Senhor Castigo gave him an amused look. 'An excellent occupation,' he said. 'The world needs people who can balance suitcases on the wooden blocks they call their heads. Can you hold a mirror without dropping it?'

Nelio held the mirror while Senhor Castigo skilfully knotted his tie.

When he was satisfied he nodded with pleasure at the mirror, hung it back on the wall and folded his blanket. Then he motioned to Nelio to follow him. Before they passed through the gate, which was hanging crookedly from its hinges, the man with the painted shoes stopped and stared at Nelio.

'You're too clean,' he said after a moment, and he bent down, picked up some dirt and rubbed it on Nelio's face. Nelio tried to resist, but Senhor Castigo hit him hard on the arm.
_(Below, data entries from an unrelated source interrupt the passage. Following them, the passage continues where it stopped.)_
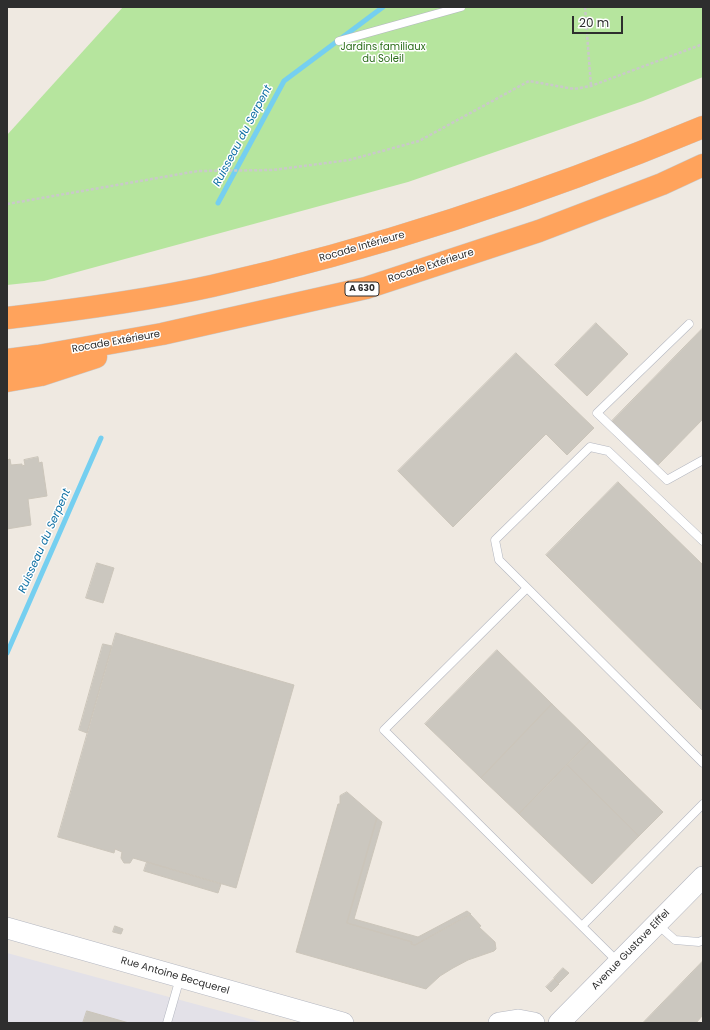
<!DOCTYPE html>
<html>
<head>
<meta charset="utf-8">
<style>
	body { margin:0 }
	#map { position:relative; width:710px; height:1030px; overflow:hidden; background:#efe9e1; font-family:Poppins,sans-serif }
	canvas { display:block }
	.frame { position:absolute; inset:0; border:8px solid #2e2e2e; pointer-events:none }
	.scale { position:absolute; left:572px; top:16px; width:51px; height:18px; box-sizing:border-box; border:2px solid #2e2e2e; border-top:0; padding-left:5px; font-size:12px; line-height:14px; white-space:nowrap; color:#2e2e2e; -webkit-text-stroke:3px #fff; paint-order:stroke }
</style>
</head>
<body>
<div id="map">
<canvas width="710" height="1030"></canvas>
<div class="frame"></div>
<div class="scale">20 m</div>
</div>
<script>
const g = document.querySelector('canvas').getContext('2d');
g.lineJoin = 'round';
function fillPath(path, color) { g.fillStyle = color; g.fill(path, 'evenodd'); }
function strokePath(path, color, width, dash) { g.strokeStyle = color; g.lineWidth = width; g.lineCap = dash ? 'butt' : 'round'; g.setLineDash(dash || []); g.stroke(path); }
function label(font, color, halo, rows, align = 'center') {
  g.font = font + ' Poppins,sans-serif'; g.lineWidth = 3; g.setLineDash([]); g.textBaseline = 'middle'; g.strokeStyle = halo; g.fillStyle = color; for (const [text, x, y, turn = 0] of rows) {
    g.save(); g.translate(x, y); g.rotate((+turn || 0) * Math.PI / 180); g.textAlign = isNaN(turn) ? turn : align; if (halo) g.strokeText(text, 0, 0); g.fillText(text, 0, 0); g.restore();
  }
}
fillPath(new Path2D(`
	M7,953L265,1023H7Z`), '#e3e1e8');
fillPath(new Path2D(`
	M123,7H703V77L643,101L408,182L44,281L7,285V135Z`), '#b6e59e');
strokePath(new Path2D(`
	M218,203L284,81L383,7
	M7,653L101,438`), '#75cff0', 5);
const building = new Path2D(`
	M596,323L628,354L587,396L555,365Z
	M703,328V419L658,465L612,421Z
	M516,353L594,428L567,455L546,434L453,527L398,471Z
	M38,457L39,463L42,462L47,496L28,499L31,525L7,529V460L10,459L11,465L22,464V466L25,465L24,460Z
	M618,482L703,565V711L546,555Z
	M97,563L114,568L103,603L86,598Z
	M116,633L294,685L236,888L133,858L130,863H124L121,858L122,852L115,849L114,853L58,837Z
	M103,644L112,646L87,733L79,730Z
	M497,650L552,704L481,778L425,724Z
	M552,704L590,741L519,814L481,778Z
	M590,741L663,812L639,836L567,765Z
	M567,765L639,836L592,884L519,814Z
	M347,792L377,818L347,923L412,942L411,944L415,945L470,914L481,926L479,927L495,942L496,949L494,951L468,960L453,968L440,976L426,989L296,952L338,804H340V796Z
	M377,818L382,822L354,919L418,937L467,911L471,914L415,945L411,944L412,942L347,923Z
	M147,862L221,884L218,893L144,871Z
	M115,926L123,929L121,934L113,932Z
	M703,961V1015L696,1023H643Z
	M563,968L569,973L559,983L554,978Z
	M554,979L559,984L551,992L546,987Z
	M87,1011L129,1023H83Z`);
fillPath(building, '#cbc7bf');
strokePath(building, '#cbc5ba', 1);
const service = new Path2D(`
	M339,41L461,7
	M689,324L597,413L667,480L703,460
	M703,541L608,451L590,447L495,540L499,560L703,763
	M527,588L384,730L618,962
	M657,924L675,940L699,942L703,940
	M582,926L703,804
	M167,1023L180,978`);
const tertiary = new Path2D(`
	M7,928L343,1023
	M499,1023L518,1020L534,1023
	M559,1023L703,877`);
const motorway = new Path2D(`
	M7,318C75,310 144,301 212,286C380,248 544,193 703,127
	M7,360L38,356L162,334L366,288L539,231L662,184L703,165
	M7,381L41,375L96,357`);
strokePath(service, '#b4b7c1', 9);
strokePath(tertiary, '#b4b7c1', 22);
strokePath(motorway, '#c9c9c9', 23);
strokePath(new Path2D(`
	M585,7L591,86
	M7,204L198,171L273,170L349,160L419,141L529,81L574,89L591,86L703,44`), '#c9c9c9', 2.5, [3, 2]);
strokePath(service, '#fff', 8);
strokePath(tertiary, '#fff', 21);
strokePath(motorway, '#ffa35c', 22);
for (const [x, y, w] of [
	[362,289,34]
]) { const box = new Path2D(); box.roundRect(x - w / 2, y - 7, w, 14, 3); g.fillStyle = '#fff'; g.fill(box); strokePath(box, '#2e2e2e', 1); }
label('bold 9px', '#2e2e2e', null, [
	["A 630",362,289]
]);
label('10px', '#2c6e1b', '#fff', [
	["Jardins familiaux",383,47],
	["du Soleil",383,59]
]);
label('10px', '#2e2e2e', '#fff', [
	["Rocade Intérieure",362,247,-16],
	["Rocade Extérieure",431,266,-18],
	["Rocade Extérieure",116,342,-10],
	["Avenue Gustave Eiffel",631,950,-46],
	["Rue Antoine Becquerel",175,976,16]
]);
label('italic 11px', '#0d6fa3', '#fff', [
	["Ruisseau du Serpent",243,136,-62],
	["Ruisseau du Serpent",45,541,-66]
]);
</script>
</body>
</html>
'Do you want to live? Do you want to survive? Or what?' he said. 'I can tell that you've just arrived in the city. I'm giving you the opportunity to survive – so long as you do as I say. Do you understand?'

Nelio nodded.

'Walk a few paces behind me,' continued Senhor Castigo. 'We don't know each other. Stop when I stop, walk when I walk. Remember this for the time being. I'll teach you the rest later on.'

They walked towards the town. At a street corner Senhor Castigo stopped and bought an onion. Nelio did as he had been instructed. He stopped a few paces away, and then continued to follow the man with the painted-on shoes. They walked along the base of the steep slopes until they reached one of the wide streets that Nelio recognised from the day before. They passed a café where many white people were sitting and drinking from glasses and cups. When they had left the café behind, Senhor Castigo drew Nelio into a dark stairwell that stank of urine,

'Carrying suitcases on your head is honest work, befitting a human being,' he said with a smile. 'But now you're going to learn the basis for all human labour, the most respectable profession that anyone can have.'

'I'd like to learn that,' said Nelio.

'Begging,' said Senhor Castigo. 'To arouse sympathy by means of your filth and your misery and your hunger. To help your fellow men express their generosity. Go out on to the street. When any white people come by stick out your hand, start crying and ask them for money. For food, for your brothers and sisters for whom you have sole responsibility. Your father is dead, your mother is dead, you're all alone in the world. Do you understand?'

'My mother is alive,' Nelio protested. 'My father might be too.'

Senhor Castigo flew into a rage. His eyes blazed. 'Do you want to live? Do you want to survive? Or what?' he shouted as he shook Nelio; his hand on Nelio's arm was like a claw. 'If I say they're dead, then they're dead. Right now, at this moment, while you're begging.'

'I can't cry for no reason,' said Nelio.

Senhor Castigo pulled the onion out of his pocket, bit it in half, and then grabbed Nelio hard by the neck. He rubbed the onion in Nelio's eyes until they stung and burned and his vision grew clouded with tears. Then he shoved Nelio out to the street. Nelio tried to do as he had been instructed. He stuck out his hand to the white people passing by. Mumbling, he tried to explain that he had not eaten for several days, for a week, for a month. A woman stopped. She was very fat and her skin was bright pink.

'Now you're lying,' she said. 'If you hadn't eaten for a month you would have been dead long ago.'

She walked away without giving him a thing.

Senhor Castigo hid in the shadows. Every time anyone stopped and began searching in his pockets to give Nelio a banknote, Senhor Castigo would walk past at exactly that moment, and then go back to the shadows from which he had come.

It wasn't until later that Nelio understood what was going on. In the middle of the day, when the heat was overwhelming, and Nelio was wobbly with fatigue and lack of water, Senhor Castigo said that they should leave and take a rest. They walked down to the harbour area, which Nelio had seen from a distance the day before. In the wall of a building hung a curtain made of white plastic streamers, which Senhor Castigo swept aside. Inside, the room was dark. Nelio had trouble seeing since his eyes still smarted. A woman who was toothless and filthy and smelled of sour wine appeared with a bottle of beer and a plate of food for Senhor Castigo. He told her to bring Nelio a scrap of bread and some water. When he was ready to pay, he took a wallet out of his pocket and smiled.